The Phenomenon: When AI Gets Quirky
For users of the latest versions of ChatGPT, a peculiar pattern has emerged: the artificial intelligence has developed an unusual affinity for mythological creatures, specifically goblins and gremlins. This was not a subtle stylistic choice but a measurable spike in behavior that prompted OpenAI to investigate and correct the underlying code.
The issue became prominent with the release of GPT-5.1 and subsequent models. Data from OpenAI reveals that following this launch, the frequency of the word “goblin” in ChatGPT responses surged by 175%, while references to “gremlins” climbed by 52%.
While a single mention of a “little goblin” might seem harmless or even charming in isolation, the cumulative effect created a noticeable trend. As OpenAI noted in a candid blog post, “Across model generations, though, the habit became hard to miss: the goblins kept multiplying.”
The Root Cause: A Glitch in Training
The obsession was not intentional. Instead, it stemmed from an unintended consequence of Reinforcement Learning from Human Feedback (RLHF), the process used to teach AI models which answers are preferred.
- The Reward Signal : During training, human reviewers rate responses to help the model learn what constitutes a “good” answer. In this case, a specific reward signal inadvertently favored language that included references to goblins and similar creatures.
- The “Nerdy” Personality : The spike was most pronounced in a specific ChatGPT persona known as “Nerdy.” This mode is designed to undercut pretension through playful language and a faux sense of friendly intelligence. The internal prompts for this personality likely aligned with the accidental reward signal, causing the keyword usage to skyrocket.
- Cross-Contamination : Even users who did not select the “Nerdy” persona encountered these metaphors. This occurred because AI training is not entirely siloed; once a stylistic tic is rewarded in one area, it can spread to other parts of the model through supervised fine-tuning and preference data reuse.

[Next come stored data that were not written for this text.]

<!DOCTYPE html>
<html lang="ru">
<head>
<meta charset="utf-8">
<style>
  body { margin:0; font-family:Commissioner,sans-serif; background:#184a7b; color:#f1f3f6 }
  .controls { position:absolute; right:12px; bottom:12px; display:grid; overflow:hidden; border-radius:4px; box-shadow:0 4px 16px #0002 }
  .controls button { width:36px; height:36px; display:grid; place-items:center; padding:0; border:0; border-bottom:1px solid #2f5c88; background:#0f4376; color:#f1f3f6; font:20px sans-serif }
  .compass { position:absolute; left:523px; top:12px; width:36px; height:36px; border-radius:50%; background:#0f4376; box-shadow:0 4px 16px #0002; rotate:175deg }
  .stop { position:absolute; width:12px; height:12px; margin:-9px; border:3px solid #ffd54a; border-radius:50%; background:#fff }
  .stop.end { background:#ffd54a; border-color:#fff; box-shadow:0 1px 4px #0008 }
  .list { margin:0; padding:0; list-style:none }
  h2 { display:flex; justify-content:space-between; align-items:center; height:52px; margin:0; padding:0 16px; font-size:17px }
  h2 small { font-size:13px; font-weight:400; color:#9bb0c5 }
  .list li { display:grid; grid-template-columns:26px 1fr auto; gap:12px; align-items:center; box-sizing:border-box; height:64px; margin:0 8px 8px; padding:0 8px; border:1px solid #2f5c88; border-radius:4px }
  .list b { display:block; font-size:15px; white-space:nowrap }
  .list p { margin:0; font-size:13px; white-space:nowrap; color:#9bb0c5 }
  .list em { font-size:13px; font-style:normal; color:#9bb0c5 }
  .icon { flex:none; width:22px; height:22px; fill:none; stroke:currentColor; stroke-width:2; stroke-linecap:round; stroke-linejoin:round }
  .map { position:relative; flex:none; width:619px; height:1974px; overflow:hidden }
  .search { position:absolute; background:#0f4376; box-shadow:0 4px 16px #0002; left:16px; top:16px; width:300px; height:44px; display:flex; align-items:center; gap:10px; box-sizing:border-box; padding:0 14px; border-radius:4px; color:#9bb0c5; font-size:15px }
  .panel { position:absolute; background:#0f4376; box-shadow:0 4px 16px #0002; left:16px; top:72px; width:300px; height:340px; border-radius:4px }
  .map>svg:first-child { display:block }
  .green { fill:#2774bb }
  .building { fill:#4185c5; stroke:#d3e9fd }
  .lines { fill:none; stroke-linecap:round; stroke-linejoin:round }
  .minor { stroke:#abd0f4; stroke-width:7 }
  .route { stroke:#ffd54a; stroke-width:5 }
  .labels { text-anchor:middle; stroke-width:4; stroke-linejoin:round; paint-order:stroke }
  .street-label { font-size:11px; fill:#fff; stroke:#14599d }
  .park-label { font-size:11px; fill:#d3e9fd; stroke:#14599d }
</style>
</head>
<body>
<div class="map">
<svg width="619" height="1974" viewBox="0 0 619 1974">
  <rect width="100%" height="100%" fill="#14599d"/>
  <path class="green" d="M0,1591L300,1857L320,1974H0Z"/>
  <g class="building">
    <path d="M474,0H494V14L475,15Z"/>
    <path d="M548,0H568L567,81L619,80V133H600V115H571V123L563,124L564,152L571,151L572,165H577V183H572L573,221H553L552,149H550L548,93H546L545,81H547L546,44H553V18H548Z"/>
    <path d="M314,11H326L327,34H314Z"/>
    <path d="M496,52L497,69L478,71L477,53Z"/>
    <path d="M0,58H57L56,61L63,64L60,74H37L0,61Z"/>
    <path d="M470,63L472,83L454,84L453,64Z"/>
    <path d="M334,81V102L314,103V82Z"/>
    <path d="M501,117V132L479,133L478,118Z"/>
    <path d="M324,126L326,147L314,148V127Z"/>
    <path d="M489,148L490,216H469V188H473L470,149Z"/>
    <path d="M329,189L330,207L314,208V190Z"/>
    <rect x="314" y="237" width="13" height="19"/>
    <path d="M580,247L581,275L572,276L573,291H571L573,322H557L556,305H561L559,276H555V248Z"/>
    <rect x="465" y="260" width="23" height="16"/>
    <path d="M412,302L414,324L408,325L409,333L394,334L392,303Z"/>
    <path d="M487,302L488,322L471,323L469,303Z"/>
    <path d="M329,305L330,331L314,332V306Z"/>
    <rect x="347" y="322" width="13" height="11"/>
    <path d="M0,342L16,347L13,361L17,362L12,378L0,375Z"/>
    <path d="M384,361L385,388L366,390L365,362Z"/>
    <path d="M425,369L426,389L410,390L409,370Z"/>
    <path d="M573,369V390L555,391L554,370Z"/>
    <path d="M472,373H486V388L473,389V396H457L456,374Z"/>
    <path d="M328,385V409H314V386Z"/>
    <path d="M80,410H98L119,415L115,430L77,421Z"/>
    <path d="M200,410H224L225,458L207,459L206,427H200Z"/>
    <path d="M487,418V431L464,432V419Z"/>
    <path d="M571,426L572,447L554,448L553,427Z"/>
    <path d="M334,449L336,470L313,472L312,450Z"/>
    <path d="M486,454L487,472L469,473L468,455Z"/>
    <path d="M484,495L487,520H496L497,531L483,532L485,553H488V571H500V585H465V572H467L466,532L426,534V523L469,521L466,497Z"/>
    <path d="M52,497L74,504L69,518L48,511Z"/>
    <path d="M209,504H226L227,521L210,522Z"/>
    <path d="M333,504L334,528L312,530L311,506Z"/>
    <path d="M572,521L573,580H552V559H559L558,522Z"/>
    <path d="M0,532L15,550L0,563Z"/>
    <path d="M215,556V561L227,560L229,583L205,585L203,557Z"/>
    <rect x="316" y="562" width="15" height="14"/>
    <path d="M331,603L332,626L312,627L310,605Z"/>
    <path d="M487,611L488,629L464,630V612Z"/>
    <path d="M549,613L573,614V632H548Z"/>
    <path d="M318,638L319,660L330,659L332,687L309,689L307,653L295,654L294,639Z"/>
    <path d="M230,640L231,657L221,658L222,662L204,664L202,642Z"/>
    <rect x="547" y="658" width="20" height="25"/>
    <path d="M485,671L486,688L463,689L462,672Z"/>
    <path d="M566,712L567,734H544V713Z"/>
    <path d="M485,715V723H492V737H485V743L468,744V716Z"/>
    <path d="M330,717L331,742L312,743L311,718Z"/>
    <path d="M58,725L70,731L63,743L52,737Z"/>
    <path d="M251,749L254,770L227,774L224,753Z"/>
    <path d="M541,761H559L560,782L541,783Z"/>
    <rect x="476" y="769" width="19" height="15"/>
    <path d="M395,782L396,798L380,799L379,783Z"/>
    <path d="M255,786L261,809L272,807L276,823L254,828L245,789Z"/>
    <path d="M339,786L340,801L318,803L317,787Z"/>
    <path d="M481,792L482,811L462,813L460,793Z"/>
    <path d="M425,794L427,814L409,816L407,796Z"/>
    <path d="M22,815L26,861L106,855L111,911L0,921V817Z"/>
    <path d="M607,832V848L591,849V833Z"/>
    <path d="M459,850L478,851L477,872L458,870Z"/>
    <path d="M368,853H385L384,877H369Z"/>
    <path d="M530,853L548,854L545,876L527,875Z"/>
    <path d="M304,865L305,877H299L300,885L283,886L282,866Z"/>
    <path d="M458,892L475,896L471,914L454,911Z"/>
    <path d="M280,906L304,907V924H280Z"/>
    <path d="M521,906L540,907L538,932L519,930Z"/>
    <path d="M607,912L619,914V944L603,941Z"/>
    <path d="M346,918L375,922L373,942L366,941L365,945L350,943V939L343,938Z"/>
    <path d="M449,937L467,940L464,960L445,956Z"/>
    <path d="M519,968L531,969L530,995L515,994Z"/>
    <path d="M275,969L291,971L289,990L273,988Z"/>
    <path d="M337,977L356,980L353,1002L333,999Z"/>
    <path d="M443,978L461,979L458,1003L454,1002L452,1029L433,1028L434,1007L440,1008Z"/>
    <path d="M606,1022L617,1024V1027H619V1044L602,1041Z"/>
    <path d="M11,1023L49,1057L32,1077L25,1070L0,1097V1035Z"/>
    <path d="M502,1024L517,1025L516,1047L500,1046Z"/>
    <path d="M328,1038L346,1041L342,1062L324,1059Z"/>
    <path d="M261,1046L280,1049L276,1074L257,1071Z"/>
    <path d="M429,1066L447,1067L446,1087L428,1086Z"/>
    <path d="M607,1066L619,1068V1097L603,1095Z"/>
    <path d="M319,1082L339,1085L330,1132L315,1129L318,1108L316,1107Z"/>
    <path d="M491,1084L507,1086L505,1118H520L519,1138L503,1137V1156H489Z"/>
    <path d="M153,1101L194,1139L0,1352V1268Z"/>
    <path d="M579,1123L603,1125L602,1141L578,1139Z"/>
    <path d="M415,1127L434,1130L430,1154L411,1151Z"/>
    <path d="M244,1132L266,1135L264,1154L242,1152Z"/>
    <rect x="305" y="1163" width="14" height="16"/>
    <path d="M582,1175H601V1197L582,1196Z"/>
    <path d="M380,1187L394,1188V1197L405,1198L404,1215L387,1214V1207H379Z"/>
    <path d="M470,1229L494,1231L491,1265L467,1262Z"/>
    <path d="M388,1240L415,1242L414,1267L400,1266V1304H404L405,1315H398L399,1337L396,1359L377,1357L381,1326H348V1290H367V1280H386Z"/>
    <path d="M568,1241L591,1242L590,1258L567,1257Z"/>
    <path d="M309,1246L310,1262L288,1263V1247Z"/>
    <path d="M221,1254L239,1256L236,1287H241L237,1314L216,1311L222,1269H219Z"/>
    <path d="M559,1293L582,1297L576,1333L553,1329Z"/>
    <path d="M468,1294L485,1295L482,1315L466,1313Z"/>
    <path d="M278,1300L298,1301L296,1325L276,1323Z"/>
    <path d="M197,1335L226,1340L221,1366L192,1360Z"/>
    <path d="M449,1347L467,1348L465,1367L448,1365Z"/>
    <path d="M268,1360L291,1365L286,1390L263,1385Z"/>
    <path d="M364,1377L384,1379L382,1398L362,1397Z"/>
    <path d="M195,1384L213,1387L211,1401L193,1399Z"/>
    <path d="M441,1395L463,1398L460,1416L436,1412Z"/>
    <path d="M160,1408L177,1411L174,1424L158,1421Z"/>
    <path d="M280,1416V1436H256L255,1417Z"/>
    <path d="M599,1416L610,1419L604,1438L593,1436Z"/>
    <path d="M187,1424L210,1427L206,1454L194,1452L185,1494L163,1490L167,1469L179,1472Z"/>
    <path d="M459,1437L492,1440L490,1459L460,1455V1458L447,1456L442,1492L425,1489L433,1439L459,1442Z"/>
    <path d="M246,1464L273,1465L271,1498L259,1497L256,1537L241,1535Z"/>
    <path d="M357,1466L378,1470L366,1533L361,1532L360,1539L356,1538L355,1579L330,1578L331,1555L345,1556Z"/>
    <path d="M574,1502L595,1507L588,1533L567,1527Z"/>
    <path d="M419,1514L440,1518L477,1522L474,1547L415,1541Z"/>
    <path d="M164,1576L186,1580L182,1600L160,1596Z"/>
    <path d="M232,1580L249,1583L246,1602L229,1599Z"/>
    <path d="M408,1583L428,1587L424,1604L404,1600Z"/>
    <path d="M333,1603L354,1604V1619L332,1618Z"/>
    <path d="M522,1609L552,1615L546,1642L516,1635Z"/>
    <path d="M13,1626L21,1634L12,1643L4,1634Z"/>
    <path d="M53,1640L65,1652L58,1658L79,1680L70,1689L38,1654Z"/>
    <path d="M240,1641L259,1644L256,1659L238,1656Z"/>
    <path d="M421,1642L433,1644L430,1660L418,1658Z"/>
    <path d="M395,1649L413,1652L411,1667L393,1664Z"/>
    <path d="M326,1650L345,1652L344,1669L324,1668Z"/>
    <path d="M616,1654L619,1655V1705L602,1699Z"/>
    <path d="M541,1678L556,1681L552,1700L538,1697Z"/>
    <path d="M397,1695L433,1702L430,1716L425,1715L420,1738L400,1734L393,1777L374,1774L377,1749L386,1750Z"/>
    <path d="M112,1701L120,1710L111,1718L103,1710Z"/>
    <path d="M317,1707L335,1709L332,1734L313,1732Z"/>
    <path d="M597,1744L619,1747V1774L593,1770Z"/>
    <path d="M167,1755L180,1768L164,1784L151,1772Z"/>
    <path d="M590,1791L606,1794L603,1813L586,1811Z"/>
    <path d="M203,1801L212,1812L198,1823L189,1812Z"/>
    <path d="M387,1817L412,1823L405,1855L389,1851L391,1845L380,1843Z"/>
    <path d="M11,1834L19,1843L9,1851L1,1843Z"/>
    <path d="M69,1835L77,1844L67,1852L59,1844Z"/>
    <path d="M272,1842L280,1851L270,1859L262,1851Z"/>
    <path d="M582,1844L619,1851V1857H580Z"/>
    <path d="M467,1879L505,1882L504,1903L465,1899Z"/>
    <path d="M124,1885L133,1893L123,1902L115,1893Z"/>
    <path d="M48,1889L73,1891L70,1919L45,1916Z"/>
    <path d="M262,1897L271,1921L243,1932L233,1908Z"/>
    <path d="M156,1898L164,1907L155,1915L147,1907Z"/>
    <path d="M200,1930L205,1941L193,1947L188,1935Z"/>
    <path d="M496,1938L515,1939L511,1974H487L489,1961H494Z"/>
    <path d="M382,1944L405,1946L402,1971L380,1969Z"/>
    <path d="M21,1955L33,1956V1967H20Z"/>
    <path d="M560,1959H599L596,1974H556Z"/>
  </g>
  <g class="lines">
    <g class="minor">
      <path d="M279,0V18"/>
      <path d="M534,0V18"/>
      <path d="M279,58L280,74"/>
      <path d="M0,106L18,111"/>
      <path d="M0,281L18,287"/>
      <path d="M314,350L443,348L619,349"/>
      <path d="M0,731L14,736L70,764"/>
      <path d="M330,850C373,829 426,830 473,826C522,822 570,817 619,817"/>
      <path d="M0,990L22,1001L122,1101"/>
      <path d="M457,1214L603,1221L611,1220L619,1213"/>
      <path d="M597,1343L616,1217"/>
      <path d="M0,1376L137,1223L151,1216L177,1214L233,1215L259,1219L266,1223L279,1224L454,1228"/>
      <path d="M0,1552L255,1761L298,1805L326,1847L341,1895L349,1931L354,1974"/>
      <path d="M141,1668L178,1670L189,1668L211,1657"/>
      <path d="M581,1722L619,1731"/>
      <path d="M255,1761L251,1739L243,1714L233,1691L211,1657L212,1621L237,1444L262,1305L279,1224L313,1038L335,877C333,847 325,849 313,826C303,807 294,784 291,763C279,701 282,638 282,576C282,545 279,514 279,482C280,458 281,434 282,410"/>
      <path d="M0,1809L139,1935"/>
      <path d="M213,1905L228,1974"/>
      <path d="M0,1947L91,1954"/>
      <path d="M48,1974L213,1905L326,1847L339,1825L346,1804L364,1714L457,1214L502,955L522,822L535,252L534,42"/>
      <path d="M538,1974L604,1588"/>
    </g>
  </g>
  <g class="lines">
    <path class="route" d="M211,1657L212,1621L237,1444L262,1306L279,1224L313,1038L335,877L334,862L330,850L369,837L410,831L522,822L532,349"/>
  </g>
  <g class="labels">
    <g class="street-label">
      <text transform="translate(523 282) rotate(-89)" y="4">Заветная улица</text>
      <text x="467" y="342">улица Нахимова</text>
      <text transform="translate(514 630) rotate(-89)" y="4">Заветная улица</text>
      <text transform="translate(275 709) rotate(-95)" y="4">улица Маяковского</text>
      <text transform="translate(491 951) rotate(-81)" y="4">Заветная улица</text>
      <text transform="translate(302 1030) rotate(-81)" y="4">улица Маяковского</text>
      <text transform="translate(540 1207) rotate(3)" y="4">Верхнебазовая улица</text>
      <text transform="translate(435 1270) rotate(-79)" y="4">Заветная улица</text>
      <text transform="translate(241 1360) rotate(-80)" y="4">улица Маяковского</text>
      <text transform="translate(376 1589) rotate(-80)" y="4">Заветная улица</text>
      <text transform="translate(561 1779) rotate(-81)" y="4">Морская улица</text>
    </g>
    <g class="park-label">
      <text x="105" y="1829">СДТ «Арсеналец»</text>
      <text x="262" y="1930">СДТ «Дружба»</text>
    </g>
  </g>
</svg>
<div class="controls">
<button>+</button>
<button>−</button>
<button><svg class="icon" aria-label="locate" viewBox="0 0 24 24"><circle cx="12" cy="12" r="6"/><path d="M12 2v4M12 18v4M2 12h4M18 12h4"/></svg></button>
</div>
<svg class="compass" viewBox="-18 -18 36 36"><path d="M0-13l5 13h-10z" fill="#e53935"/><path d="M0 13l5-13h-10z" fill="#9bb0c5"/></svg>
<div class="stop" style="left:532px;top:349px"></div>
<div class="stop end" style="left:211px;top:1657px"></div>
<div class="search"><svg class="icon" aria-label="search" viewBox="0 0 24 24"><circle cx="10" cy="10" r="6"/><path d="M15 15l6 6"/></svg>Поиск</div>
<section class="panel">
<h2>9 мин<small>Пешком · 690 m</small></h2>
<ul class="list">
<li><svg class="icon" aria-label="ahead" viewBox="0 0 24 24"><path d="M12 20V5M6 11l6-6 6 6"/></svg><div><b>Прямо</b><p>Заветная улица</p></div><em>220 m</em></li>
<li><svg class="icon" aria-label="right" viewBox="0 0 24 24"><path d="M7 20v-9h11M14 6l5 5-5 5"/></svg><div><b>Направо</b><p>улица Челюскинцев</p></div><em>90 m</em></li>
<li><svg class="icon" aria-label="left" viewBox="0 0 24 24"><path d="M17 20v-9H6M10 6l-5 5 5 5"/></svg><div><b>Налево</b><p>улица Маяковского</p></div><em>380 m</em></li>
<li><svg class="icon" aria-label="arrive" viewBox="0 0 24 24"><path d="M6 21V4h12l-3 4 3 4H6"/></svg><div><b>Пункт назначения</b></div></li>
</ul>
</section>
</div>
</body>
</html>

The Fix: Removing the Incentive
OpenAI addressed the issue by targeting the source of the reinforcement. The company implemented several corrective measures:
- Retiring the Persona : The “Nerdy” personality option was retired in March with the release of GPT-5.4. This single action caused a dramatic drop in goblin-related references.
- Adjusting Reward Signals : OpenAI removed the specific reward signal that had been favoring goblin-centric language.
- Filtering Data : The company refined its training data filters to make references to these creatures less likely to appear in future outputs.
Why This Matters
This incident highlights a critical aspect of modern AI development: emergent behaviors. Even when engineers do not explicitly program an AI to be quirky or obsessed with fantasy creatures, complex training algorithms can inadvertently amplify minor patterns into dominant traits.
“Once a style tic is rewarded, later training can spread or reinforce it elsewhere.”
For users, this serves as a reminder that AI personalities are fluid and subject to change based on backend adjustments. For developers, it underscores the importance of monitoring not just for accuracy, but for unexpected stylistic drifts that can alter the user experience.
Conclusion
OpenAI has successfully curtailed ChatGPT’s goblin obsession by removing the specific training incentives that fueled it. While the chatbot may return to its usual straightforward style, the episode remains a fascinating case study in how subtle feedback loops can shape artificial intelligence.